* [Problem to work on]: Below are some records; output all of them exactly as they read.

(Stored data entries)
:::::

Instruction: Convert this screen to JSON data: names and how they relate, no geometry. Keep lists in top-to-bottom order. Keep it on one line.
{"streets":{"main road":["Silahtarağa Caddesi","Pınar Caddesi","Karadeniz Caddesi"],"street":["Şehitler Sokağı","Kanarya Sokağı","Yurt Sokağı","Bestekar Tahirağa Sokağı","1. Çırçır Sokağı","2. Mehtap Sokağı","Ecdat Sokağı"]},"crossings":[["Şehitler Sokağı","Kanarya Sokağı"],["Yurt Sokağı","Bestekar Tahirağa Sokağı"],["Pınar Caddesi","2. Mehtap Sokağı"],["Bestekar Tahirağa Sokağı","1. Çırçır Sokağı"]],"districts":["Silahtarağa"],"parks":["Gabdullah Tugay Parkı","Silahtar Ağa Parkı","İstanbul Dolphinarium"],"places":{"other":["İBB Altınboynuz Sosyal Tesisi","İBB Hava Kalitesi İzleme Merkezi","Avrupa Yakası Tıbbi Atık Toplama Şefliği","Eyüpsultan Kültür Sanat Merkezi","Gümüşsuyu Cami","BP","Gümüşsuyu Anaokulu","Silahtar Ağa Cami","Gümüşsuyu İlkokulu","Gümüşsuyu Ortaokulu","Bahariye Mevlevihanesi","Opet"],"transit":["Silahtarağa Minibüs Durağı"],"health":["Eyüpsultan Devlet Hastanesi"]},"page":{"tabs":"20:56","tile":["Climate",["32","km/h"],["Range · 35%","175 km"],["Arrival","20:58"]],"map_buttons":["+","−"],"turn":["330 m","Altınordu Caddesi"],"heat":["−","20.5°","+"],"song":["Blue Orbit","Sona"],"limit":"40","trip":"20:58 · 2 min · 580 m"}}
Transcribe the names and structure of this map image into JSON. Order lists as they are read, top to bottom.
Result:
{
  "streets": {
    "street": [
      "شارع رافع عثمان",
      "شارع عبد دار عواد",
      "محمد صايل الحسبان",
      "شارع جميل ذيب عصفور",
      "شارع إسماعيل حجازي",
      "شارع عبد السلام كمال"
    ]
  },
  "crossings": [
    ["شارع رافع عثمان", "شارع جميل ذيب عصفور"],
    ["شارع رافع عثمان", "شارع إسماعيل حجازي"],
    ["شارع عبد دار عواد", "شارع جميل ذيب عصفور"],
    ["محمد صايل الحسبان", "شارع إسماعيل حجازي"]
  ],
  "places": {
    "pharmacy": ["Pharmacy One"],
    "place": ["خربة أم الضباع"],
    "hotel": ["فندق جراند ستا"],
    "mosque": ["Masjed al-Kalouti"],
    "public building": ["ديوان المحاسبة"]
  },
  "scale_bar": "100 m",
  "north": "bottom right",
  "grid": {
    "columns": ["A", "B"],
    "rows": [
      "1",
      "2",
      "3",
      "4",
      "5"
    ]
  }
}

:::::

* [Answer]:
Instruction: Convert this screen to JSON data: names and how they relate, no geometry. Keep lists in top-to-bottom order. Keep it on one line.
{"streets":{"main road":["Silahtarağa Caddesi","Pınar Caddesi","Karadeniz Caddesi"],"street":["Şehitler Sokağı","Kanarya Sokağı","Yurt Sokağı","Bestekar Tahirağa Sokağı","1. Çırçır Sokağı","2. Mehtap Sokağı","Ecdat Sokağı"]},"crossings":[["Şehitler Sokağı","Kanarya Sokağı"],["Yurt Sokağı","Bestekar Tahirağa Sokağı"],["Pınar Caddesi","2. Mehtap Sokağı"],["Bestekar Tahirağa Sokağı","1. Çırçır Sokağı"]],"districts":["Silahtarağa"],"parks":["Gabdullah Tugay Parkı","Silahtar Ağa Parkı","İstanbul Dolphinarium"],"places":{"other":["İBB Altınboynuz Sosyal Tesisi","İBB Hava Kalitesi İzleme Merkezi","Avrupa Yakası Tıbbi Atık Toplama Şefliği","Eyüpsultan Kültür Sanat Merkezi","Gümüşsuyu Cami","BP","Gümüşsuyu Anaokulu","Silahtar Ağa Cami","Gümüşsuyu İlkokulu","Gümüşsuyu Ortaokulu","Bahariye Mevlevihanesi","Opet"],"transit":["Silahtarağa Minibüs Durağı"],"health":["Eyüpsultan Devlet Hastanesi"]},"page":{"tabs":"20:56","tile":["Climate",["32","km/h"],["Range · 35%","175 km"],["Arrival","20:58"]],"map_buttons":["+","−"],"turn":["330 m","Altınordu Caddesi"],"heat":["−","20.5°","+"],"song":["Blue Orbit","Sona"],"limit":"40","trip":"20:58 · 2 min · 580 m"}}
Transcribe the names and structure of this map image into JSON. Order lists as they are read, top to bottom.
Result:
{
  "streets": {
    "street": [
      "شارع رافع عثمان",
      "شارع عبد دار عواد",
      "محمد صايل الحسبان",
      "شارع جميل ذيب عصفور",
      "شارع إسماعيل حجازي",
      "شارع عبد السلام كمال"
    ]
  },
  "crossings": [
    ["شارع رافع عثمان", "شارع جميل ذيب عصفور"],
    ["شارع رافع عثمان", "شارع إسماعيل حجازي"],
    ["شارع عبد دار عواد", "شارع جميل ذيب عصفور"],
    ["محمد صايل الحسبان", "شارع إسماعيل حجازي"]
  ],
  "places": {
    "pharmacy": ["Pharmacy One"],
    "place": ["خربة أم الضباع"],
    "hotel": ["فندق جراند ستا"],
    "mosque": ["Masjed al-Kalouti"],
    "public building": ["ديوان المحاسبة"]
  },
  "scale_bar": "100 m",
  "north": "bottom right",
  "grid": {
    "columns": ["A", "B"],
    "rows": [
      "1",
      "2",
      "3",
      "4",
      "5"
    ]
  }
}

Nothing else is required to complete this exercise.